Nagoya City University, and Institute for Consumer Science and Human Life, Kinjo, Gakuin University, Nagoya, Japan.
Toyama Jonan Onsen Daini Hospital, Toyama, Japan.
Pharmacology. 2018;101(3-4):184-218. doi: 10.1159/000486374. Epub 2018 Jan 19.
The Consensus Statement from the European Atherosclerosis Society (EAS) Consensus Panel 2017 concludes on the basis of 3 different types of clinical studies that low-density lipoprotein (LDL) causes atherosclerotic cardiovascular disease (ASCVD). In Mendelian randomization studies, rare genetic mutations affecting LDL receptor function were found to cause higher or lower LDL-C levels, which are associated with correspondingly altered ASCVD risk. In prospective cohort studies and randomized controlled trials (RCTs) of statins, a remarkably consistent log-linear association was demonstrated between the absolute magnitude of LDL-C exposure and ASCVD risk. The EAS Statement proposes that any mechanism of lowering plasma LDL concentration should reduce the risk of ASCVD events proportional to the absolute reduction in LDL-C and the cumulative duration of exposure to lower LDL-C. However, as we explain, we do not find this conclusion acceptable.

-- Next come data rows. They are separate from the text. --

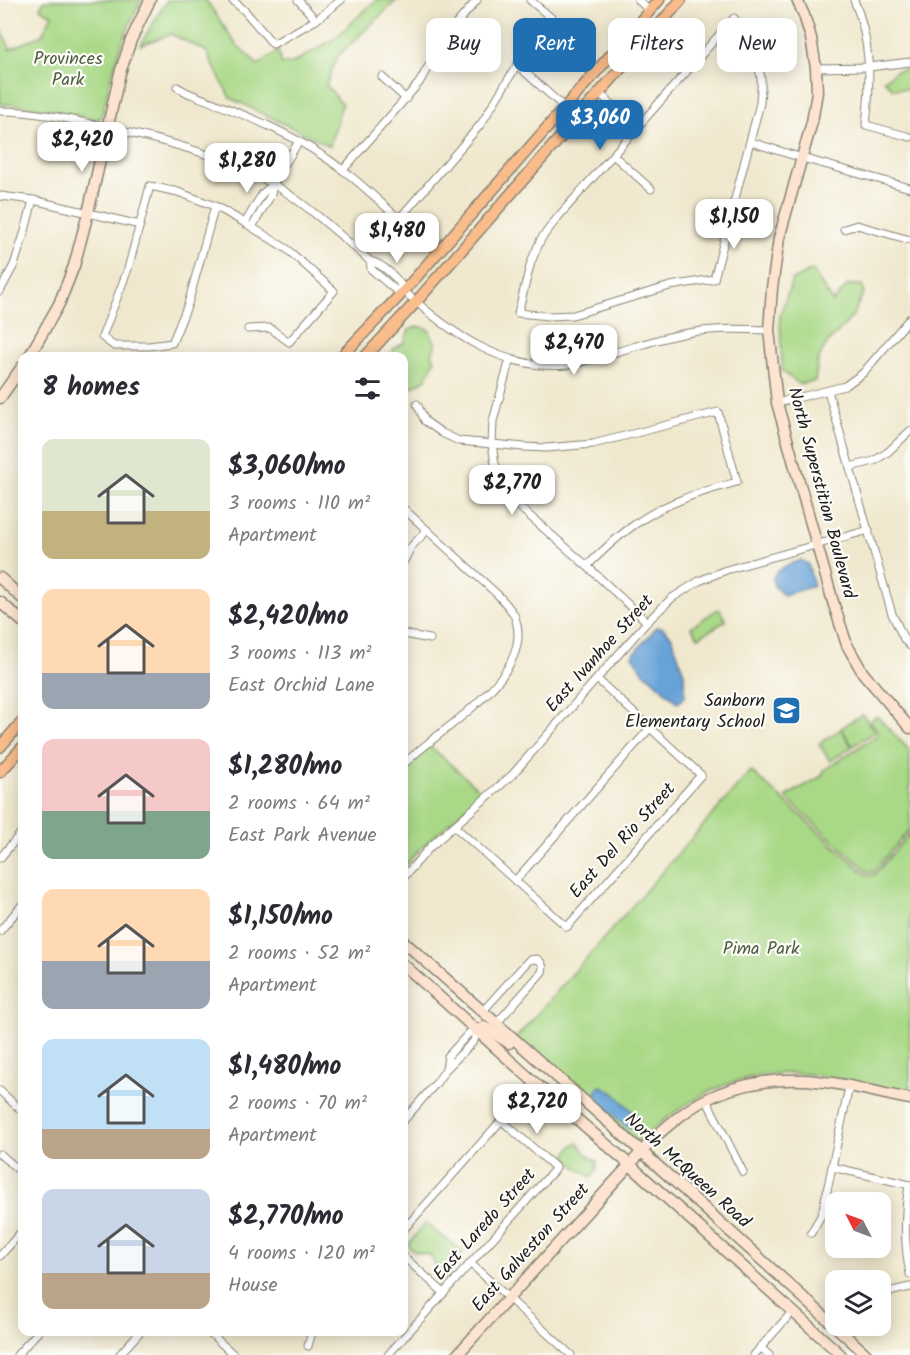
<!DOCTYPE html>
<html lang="en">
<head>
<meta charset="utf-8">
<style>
  body { margin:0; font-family:Kalam,sans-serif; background:#f7f7f7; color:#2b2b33; height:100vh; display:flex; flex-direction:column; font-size:22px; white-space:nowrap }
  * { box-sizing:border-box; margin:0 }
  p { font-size:20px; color:#7c7c81 }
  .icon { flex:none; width:33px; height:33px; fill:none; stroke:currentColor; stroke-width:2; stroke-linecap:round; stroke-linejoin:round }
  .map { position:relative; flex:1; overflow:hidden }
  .details { position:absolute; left:18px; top:352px; width:390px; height:984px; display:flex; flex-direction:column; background:#fff; border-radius:12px; box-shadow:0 3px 15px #0003 }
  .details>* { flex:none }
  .guide { position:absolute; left:426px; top:18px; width:393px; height:54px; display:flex; gap:12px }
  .needle { width:39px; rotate:312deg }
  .fabs { position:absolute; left:825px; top:1192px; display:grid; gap:12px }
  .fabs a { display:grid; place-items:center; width:66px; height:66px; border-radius:12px; background:#fff; box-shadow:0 3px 15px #0003; font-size:30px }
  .price { position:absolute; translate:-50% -51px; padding:0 14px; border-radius:12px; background:#fff; color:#222; font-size:20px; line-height:39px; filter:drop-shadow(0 2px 3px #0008) }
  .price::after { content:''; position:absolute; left:50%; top:36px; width:18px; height:14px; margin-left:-9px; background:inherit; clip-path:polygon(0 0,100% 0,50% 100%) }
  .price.active { background:#1f6fb2; color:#fff }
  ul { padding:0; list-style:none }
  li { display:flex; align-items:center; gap:18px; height:150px; padding:0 24px }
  li span { display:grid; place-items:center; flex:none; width:168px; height:120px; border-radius:12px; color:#555 }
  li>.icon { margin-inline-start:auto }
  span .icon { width:72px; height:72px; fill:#fffc; stroke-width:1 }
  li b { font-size:26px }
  h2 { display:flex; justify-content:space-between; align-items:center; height:72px; padding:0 24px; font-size:26px }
  .pill { padding:0 21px; border-radius:12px; background:#fff; box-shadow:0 3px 15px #0003; font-size:21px; line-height:54px }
  .pill.active { background:#1f6fb2; color:#fff }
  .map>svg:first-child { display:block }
</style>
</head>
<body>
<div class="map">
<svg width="910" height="1355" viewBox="0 0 910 1355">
  <rect width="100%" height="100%" fill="#fdfcf7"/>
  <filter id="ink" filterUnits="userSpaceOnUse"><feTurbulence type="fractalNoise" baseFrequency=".0167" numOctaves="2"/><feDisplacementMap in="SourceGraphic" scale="12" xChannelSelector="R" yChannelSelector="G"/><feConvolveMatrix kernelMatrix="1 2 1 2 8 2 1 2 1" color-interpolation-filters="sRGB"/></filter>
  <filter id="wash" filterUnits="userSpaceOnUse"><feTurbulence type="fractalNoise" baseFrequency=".008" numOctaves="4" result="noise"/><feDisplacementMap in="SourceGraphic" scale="24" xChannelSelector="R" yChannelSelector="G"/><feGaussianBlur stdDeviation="1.35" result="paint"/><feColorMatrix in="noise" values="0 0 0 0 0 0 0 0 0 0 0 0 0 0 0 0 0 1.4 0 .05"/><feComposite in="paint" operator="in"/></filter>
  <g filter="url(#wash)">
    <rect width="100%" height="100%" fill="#f0e8ce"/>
    <g fill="#a9d886" stroke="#627a51" stroke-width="1.5">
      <path d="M44 0H142C122 36 110 74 103 114L99 119H91C61 112 31 105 0 104V26L10 48 8 50 42 35 52 15 40 8Z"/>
      <polygon points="167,0 206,0 236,44 258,65 278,51 282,64 293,63 334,39 376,0 397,0 337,57 326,85 342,104 330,146 230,98 206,51 171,34 140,45"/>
      <polygon points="910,68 910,89 893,89 884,80 896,71"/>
      <polygon points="812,270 833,302 848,285 862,285 864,292 852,317 825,346 818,360 815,381 799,384 782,371 780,316 792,280"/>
      <polygon points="419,326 429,330 436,344 432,354 435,360 425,380 405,391 404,390 404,357 391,357 394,348 404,343 409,330"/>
      <polygon points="718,609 720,610 726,621 699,637 698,637 691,627"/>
      <polygon points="861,715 863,715 875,732 853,746 841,728"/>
      <polygon points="877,716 910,751 910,829 873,872 868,872 785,797 822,776 824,770 879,734 870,721"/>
      <polygon points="841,729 852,747 830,761 819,744"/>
      <polygon points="430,746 483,793 421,848 404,867 404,771 415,758"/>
      <path d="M751 771 867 875H874L910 833V1095C879 1088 847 1079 815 1075 745 1066 691 1094 641 1140L636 1141 516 1038Z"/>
      <path d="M578 1143 588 1156 597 1161V1171L591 1177 571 1163 567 1155C569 1149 572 1144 578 1143Z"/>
      <polygon points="425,1223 463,1252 445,1275 438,1274 435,1264 430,1255 412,1251 408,1245"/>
    </g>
    <g fill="#68a3d8" stroke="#42607a" stroke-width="1.5">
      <path d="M801 560 808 564 814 586 784 595C758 578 782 566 801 560Z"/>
      <polygon points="657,626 660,629 662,627 672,637 684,673 685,697 678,703 643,671 632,656"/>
      <polygon points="602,1086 614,1093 639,1118 639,1124 634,1127 628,1128 595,1099 598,1087"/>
    </g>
  </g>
  <g filter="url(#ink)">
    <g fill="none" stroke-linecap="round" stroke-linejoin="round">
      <defs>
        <g id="street">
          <polyline points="232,0 244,10 273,44 316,20 341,0"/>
          <polyline points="298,0 316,20"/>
          <polyline points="638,0 650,11"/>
          <path d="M854 0C871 40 871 83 866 125L910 137"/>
          <path d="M734 18C747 35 758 57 761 79 762 86 760 95 760 103L714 279 670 286 573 315 549 316 518 313 531 262 541 239 558 217Z"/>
          <polyline points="517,65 565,108"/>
          <polyline points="816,68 869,67 910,62"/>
          <polyline points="382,77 406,99"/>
          <path d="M177 87 188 93C243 114 297 134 344 171 363 185 381 203 399 219L481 124 517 65 555 21 530 0"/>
          <polyline points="599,93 637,127"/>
          <path d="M0 111C37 111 72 120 108 128 166 141 222 155 273 184 308 205 339 234 370 261 383 264 399 279 404 291 449 332 502 371 567 365 576 364 585 361 594 358 623 351 652 340 682 334 711 328 740 329 769 330"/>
          <polyline points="751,142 802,158 910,188"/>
          <polyline points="613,155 651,189"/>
          <polyline points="343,170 419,83 445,37 477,0"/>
          <polyline points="0,196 33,200 140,225"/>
          <polyline points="215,206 188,304 172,343 149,346 114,346 102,337 128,269 150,186 178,192 215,206 245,223 287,249 334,291 289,342 270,328 248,329"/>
          <polyline points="245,223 262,194 273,184 299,141"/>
          <polyline points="252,227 271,195 273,184"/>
          <polyline points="844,229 857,225 910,240"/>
          <polyline points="370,261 371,269 393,288 396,290 404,291"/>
          <polyline points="0,291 14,265 25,231 33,200"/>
          <polyline points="510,359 493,421 492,444 495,464 510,496 524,511 587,566 647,622"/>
          <polyline points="828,391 892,614 904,639 910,646"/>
          <polyline points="777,403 845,386 863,373 910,318"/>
          <path d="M417 404 425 421 442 433 459 441 524 447 546 448 593 444 718 412 737 482C719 487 700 492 683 499 643 514 616 537 587 566"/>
          <polyline points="850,467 874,461 888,452 910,431"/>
          <path d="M404 509 498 595C504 602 511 608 515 617 537 677 438 729 404 764"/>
          <polyline points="404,561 411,547 427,530"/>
          <polyline points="404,634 430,639"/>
          <polyline points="454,826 567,927 701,775 597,679"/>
          <polyline points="0,858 22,832"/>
          <polyline points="404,877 430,847 512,775 647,622 672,598 699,581 726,570 869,530"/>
          <polyline points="515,881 650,728"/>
          <polyline points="0,931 22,905"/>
          <path d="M482 1012 529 960 537 959C542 962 544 965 542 972L496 1024"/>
          <polyline points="446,1069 448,1056 469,1033 476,1031"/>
          <polyline points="0,1091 22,1111"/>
          <polyline points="706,1099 743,1172"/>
          <polyline points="404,1120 437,1082 446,1069 474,1041 476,1031"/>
          <polyline points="0,1154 22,1173"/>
          <polyline points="832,1167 910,1185"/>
          <path d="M909 1185C904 1215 904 1244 910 1274"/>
          <polyline points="404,1229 535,1083"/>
          <polyline points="811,1233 822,1214 849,1087"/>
          <polyline points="0,1256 22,1231"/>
          <polyline points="404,1257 444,1293"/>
          <polyline points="470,1263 571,1355"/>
          <polyline points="880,1294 910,1287"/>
          <polyline points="209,1332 234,1355"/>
          <polyline points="308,1346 312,1332"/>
          <polyline points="760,1347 769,1355"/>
          <polyline points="17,1355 38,1332"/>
          <polyline points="119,1355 140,1332"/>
          <polyline points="388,1355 556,1168 501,1120"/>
          <polyline points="754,1355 793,1311"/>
        </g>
        <g id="secondary">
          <polyline points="797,0 804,15 811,38 816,68 817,92 812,122 779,238 772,288 769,330 777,403 833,602 847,645 863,673 910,728"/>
          <polyline points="29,357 59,304 74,266 88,213 120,73 131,40 150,0"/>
          <polyline points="0,398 22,367"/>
          <polyline points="0,578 22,598"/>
          <polyline points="0,602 22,621"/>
          <polyline points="404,942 641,1151 867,1355"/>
          <polyline points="404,965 535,1083 629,1164 841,1355"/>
          <polyline points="476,1031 484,1027 509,1043"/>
          <path d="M457 1355 655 1137C671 1123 688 1108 707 1099 742 1082 785 1076 824 1082 853 1085 881 1094 910 1099"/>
        </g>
        <g id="primary">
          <polyline points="341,357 404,291 659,0"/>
          <polyline points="365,357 416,302 681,0"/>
          <polyline points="0,747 22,722"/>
          <polyline points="0,772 22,748"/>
        </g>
      </defs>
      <use href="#street" stroke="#868275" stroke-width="9"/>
      <use href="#secondary" stroke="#868275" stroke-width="13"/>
      <use href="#primary" stroke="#868275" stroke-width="13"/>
      <use href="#street" stroke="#fff" stroke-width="7"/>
      <use href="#secondary" stroke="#fde4d0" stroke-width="10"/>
      <use href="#primary" stroke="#f9bc8a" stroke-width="10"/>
    </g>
  </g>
  <defs>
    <symbol id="school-square" viewBox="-11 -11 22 22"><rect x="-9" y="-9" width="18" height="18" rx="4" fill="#1f6fb2" stroke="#fdfcf7"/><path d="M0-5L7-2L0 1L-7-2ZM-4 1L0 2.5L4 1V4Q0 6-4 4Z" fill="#fff"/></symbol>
  </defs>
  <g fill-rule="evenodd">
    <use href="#school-square" x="770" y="694" width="33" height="33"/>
  </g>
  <g text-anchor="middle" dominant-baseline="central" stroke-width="4.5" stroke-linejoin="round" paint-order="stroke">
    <g font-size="18" fill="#4d5e41" stroke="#fdfcf7">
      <text x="68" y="59">Provinces<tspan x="68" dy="21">Park</tspan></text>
      <text x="761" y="949">Pima Park</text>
    </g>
    <g font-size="18" fill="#1c1c1c" stroke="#fdfcf7">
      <text transform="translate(821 493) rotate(75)">North Superstition Boulevard</text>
      <text transform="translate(600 654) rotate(-48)">East Ivanhoe Street</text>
      <text transform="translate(623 841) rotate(-48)">East Del Rio Street</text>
      <text transform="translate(687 1171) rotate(42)">North McQueen Road</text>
      <text transform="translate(485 1225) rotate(-48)">East Laredo Street</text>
      <text transform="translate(531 1248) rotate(-48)">East Galveston Street</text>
    </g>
    <g font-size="18" fill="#1c1c1c" stroke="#fdfcf7" text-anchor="end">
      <text x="765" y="701">Sanborn<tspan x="765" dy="21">Elementary School</tspan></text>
    </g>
  </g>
</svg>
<div class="fabs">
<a><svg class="needle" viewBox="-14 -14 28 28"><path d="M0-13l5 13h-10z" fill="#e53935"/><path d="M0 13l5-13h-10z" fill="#7c7c81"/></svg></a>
<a><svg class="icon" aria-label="layers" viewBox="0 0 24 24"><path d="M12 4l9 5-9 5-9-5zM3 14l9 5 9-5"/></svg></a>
</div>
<b class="price active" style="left:600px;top:151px">$3,060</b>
<b class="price" style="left:82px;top:173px">$2,420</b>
<b class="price" style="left:247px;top:194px">$1,280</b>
<b class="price" style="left:734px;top:250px">$1,150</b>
<b class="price" style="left:397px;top:264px">$1,480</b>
<b class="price" style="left:574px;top:376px">$2,470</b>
<b class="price" style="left:512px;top:516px">$2,770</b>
<b class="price" style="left:537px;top:1135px">$2,720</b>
<div class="guide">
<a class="pill">Buy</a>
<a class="pill active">Rent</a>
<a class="pill">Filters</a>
<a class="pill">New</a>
</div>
<section class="details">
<h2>8 homes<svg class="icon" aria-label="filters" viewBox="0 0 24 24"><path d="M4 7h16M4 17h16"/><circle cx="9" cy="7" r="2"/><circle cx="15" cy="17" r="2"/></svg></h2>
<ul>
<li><span style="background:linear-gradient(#dfe7d0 60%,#c2b280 0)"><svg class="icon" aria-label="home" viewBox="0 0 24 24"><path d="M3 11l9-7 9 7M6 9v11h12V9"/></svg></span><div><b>$3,060/mo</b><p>3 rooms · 110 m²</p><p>Apartment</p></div></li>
<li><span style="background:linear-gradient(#ffd9b3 70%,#9aa5b1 0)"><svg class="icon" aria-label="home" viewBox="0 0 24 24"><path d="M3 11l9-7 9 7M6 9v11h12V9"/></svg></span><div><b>$2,420/mo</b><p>3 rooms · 113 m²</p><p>East Orchid Lane</p></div></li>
<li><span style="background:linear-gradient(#f6c9c9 60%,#7fa58c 0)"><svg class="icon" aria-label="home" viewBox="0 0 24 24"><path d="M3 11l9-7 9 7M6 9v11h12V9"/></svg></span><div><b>$1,280/mo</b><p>2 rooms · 64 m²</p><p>East Park Avenue</p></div></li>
<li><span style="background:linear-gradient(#ffd9b3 60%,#9aa5b1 0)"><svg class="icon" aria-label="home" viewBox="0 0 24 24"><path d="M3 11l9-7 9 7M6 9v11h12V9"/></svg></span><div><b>$1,150/mo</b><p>2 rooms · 52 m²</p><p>Apartment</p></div></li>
<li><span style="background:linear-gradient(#bfe0f5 75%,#b9a48a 0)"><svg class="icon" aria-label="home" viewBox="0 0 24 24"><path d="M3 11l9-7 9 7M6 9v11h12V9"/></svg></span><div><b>$1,480/mo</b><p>2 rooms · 70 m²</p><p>Apartment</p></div></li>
<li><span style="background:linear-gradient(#c9d6e8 70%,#b9a48a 0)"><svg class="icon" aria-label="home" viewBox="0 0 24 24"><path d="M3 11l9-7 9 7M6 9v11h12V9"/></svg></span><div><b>$2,770/mo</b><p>4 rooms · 120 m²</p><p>House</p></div></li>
</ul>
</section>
</div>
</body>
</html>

Our review points out that different interpretations are possible for the results of Mendelian randomization studies. As for prospective cohort studies, many inconsistent reports on the association of LDL-C and ASCVD were disregarded when drafting the Statement, reports with and without genetic factors related to LDL receptor function should be analyzed separately, and the term ASCVD in the Statement is used inappropriately because myocardial infarction and cerebral infarction differ in their association with LDL-C. As for RCTs, clinical reports on statins published before and after the implementation of new regulations affecting clinical trials (2004/2005) should not both be included in meta-analyses because the evaluated efficacy of statins changed markedly, and the irreversible adverse effects of statins need to be evaluated more rigorously now that their mechanisms have been elucidated. Key Messages: Apart from the EAS hypothesis that LDL causes ASCVD, recent pharmacological/biochemical studies, as summarized in this review and elsewhere, have revealed that atherosclerosis is caused by statins taken to lower LDL-C, as well as by warfarin and some types of vegetable fats and oils, in the absence of significantly elevated LDL-C levels. Thus, the promotion of statin treatment by the Statement is rather risky and we do not feel that the conclusions are justified for the prevention of ASCVD.
欧洲动脉粥样硬化学会(EAS)共识小组 2017 年的共识声明基于 3 种不同类型的临床研究得出结论,即低密度脂蛋白(LDL)会导致动脉粥样硬化性心血管疾病(ASCVD)。在孟德尔随机化研究中,发现影响 LDL 受体功能的罕见遗传突变会导致 LDL-C 水平升高或降低,而这与相应的 ASCVD 风险改变有关。在他汀类药物的前瞻性队列研究和随机对照试验(RCT)中,证明了 LDL-C 暴露的绝对水平与 ASCVD 风险之间存在显著的对数线性关联。EAS 声明提出,任何降低血浆 LDL 浓度的机制都应该按照 LDL-C 绝对降低的程度和暴露于较低 LDL-C 的累积时间来降低 ASCVD 事件的风险。然而,正如我们所解释的,我们认为这个结论不可接受。
我们的综述指出,对于孟德尔随机化研究的结果可能有不同的解释。对于前瞻性队列研究,在起草该声明时,忽略了许多关于 LDL-C 与 ASCVD 之间关联的不一致报告,应该分别分析有和没有与 LDL 受体功能相关的遗传因素的报告,而且声明中使用的 ASCVD 一词不恰当,因为心肌梗死和脑梗死与 LDL-C 的关联不同。对于 RCTs,应该分别分析发表在新的临床试验法规(2004/2005 年)实施前后的他汀类药物的临床报告,因为他汀类药物的疗效发生了显著变化,而且由于现在已经阐明了他汀类药物的作用机制,需要更严格地评估其不可逆的不良反应。关键信息:除了 LDL 导致 ASCVD 的 EAS 假设外,正如本综述和其他地方总结的那样,最近的药理学/生物化学研究表明,动脉粥样硬化是由他汀类药物降低 LDL-C 引起的,而不是由华法林和某些类型的植物油引起的,尽管 LDL-C 水平没有明显升高。因此,声明中对他汀类药物治疗的推广是相当危险的,我们认为,对于 ASCVD 的预防,这些结论是没有道理的。